**Required action**
Please filter the entries and return only the lines that include "tools".

**Available data**
------------------------------------------------------------

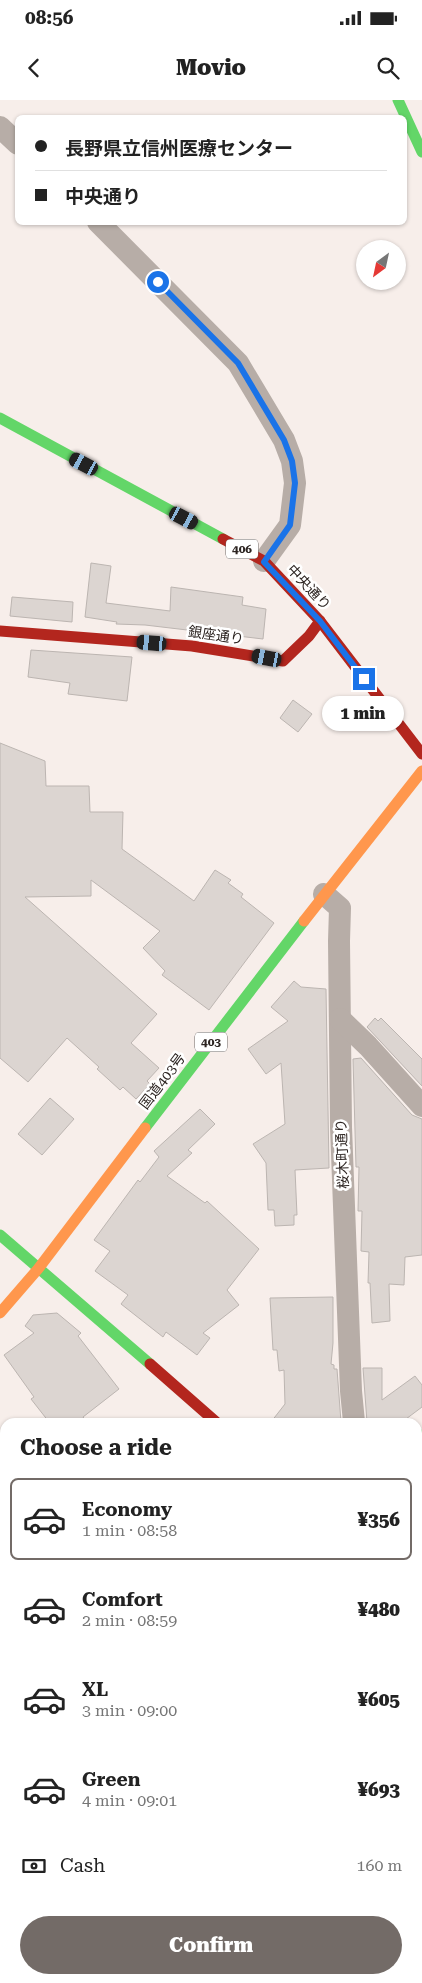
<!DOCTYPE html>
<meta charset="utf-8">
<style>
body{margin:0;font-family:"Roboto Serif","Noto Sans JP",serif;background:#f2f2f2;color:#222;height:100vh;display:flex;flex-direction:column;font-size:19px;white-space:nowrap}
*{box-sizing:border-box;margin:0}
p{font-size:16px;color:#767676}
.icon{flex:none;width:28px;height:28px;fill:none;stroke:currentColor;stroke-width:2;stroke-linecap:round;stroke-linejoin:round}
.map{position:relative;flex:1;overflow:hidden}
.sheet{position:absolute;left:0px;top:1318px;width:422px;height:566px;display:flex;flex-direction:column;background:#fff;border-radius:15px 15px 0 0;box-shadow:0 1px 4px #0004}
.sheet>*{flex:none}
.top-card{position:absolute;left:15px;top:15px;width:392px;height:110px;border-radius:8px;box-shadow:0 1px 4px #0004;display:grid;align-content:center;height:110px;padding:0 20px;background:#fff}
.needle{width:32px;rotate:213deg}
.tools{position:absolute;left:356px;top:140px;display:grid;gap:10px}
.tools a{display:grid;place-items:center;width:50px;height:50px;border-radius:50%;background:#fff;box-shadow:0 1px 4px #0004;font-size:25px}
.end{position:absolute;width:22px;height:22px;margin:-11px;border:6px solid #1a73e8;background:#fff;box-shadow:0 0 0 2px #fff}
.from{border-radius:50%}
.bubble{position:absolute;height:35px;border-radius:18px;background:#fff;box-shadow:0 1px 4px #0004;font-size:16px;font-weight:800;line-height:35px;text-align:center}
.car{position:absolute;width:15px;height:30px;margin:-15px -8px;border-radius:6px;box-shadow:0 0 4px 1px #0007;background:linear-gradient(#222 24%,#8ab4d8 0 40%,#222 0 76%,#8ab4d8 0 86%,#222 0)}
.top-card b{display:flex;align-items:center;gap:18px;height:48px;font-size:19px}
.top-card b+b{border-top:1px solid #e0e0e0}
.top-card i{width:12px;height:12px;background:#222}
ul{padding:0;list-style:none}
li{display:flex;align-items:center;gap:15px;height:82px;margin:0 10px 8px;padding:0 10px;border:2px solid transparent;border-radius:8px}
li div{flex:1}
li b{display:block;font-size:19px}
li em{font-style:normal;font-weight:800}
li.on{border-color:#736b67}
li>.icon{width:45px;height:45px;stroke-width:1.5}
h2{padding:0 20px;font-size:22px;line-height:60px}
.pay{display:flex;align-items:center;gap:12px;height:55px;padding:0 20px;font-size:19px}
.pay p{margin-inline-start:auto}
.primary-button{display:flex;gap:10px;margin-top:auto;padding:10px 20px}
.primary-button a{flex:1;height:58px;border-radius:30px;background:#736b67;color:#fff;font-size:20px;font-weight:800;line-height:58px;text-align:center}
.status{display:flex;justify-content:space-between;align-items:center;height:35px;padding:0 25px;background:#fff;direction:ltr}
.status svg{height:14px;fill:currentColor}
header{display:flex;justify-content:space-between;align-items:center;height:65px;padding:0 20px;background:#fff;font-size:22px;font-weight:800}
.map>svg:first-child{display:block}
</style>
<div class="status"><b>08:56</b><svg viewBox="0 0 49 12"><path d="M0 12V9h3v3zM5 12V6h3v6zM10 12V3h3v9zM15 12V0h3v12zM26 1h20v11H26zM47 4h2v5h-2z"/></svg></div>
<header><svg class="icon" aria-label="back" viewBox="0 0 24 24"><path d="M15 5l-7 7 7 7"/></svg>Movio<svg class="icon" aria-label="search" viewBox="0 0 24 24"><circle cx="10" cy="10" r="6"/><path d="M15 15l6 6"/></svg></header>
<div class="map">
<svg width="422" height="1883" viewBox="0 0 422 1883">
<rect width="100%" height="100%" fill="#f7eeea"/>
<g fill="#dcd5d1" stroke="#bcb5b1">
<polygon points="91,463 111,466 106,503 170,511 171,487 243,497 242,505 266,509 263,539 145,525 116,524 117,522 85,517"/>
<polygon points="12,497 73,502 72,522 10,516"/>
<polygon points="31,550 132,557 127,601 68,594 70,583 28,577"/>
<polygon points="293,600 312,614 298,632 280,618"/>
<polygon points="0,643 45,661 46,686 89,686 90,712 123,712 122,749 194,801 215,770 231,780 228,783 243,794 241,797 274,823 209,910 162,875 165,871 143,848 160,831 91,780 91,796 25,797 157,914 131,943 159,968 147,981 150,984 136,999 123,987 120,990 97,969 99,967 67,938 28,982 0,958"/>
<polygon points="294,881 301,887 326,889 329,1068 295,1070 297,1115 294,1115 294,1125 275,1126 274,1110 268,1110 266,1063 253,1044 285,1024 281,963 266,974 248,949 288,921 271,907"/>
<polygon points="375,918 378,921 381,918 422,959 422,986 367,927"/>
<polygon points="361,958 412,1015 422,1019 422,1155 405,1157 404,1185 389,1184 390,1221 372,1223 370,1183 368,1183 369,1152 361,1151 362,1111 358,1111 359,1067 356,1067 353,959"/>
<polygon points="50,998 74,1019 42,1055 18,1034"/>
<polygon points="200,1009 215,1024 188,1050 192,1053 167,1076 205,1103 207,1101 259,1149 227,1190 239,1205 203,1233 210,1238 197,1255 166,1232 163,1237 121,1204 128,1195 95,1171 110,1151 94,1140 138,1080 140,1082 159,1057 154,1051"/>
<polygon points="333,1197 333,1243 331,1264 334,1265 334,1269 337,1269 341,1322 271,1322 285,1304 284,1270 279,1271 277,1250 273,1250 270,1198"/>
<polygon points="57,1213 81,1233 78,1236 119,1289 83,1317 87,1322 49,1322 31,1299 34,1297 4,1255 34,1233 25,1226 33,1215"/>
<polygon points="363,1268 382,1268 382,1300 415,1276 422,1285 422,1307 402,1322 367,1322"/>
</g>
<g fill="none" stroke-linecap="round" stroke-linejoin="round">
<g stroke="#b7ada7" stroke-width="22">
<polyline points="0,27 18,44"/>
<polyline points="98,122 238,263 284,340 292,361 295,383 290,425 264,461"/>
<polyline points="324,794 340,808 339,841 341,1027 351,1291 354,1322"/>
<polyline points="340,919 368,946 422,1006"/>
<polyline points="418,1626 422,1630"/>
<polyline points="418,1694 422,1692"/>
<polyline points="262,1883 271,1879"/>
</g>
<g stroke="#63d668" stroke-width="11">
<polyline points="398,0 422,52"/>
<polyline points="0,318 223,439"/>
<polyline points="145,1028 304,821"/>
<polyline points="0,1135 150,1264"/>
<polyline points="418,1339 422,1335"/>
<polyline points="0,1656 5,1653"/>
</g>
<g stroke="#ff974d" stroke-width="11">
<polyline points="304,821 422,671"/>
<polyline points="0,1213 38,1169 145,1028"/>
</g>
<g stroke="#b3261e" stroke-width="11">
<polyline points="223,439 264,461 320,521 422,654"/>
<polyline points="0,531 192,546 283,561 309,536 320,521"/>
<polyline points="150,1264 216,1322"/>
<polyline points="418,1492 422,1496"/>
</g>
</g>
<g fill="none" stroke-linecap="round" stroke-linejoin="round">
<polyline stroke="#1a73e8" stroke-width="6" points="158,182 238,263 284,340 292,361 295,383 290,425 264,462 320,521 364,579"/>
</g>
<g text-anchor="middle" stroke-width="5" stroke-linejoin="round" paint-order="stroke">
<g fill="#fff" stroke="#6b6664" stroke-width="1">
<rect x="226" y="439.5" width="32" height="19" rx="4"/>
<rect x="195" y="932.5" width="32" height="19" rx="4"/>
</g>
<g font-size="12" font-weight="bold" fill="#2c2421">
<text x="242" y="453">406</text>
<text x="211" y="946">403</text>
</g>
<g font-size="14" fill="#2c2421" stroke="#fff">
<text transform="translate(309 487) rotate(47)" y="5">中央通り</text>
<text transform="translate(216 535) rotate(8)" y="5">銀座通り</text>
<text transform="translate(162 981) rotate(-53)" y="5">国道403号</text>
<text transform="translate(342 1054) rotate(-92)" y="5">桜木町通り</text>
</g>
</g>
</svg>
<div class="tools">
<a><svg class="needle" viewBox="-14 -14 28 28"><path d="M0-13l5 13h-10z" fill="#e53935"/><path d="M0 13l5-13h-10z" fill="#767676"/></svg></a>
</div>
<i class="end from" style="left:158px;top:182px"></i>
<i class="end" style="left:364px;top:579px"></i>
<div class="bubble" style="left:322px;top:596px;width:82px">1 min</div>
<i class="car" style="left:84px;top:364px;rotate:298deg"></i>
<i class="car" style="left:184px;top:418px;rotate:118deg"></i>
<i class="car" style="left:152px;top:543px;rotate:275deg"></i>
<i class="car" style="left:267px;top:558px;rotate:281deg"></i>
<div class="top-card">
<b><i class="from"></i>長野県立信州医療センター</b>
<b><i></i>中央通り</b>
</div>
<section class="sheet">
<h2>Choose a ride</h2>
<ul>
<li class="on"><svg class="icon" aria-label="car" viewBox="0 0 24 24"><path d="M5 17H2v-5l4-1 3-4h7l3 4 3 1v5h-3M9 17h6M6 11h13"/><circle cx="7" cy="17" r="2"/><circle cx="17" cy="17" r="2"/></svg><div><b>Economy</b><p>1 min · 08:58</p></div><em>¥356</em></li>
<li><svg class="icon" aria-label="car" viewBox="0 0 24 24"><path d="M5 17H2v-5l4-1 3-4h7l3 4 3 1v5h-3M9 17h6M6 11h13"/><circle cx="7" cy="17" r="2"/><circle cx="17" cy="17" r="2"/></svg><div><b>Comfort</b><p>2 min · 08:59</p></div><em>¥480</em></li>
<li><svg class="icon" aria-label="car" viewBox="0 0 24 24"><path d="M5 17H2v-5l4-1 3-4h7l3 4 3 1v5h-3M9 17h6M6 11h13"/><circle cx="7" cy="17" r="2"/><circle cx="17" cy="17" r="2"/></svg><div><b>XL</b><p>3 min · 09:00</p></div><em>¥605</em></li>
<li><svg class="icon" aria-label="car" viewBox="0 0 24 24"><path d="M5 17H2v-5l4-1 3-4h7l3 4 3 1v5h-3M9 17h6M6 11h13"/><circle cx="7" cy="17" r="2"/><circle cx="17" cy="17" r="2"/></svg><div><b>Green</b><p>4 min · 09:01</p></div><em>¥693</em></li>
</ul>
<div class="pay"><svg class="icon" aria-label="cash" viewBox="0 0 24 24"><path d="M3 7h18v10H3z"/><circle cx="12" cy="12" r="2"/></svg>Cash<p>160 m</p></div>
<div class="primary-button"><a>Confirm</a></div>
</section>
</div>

------------------------------------------------------------

**Finished task**
.tools{position:absolute;left:356px;top:140px;display:grid;gap:10px}
.tools a{display:grid;place-items:center;width:50px;height:50px;border-radius:50%;background:#fff;box-shadow:0 1px 4px #0004;font-size:25px}
<div class="tools">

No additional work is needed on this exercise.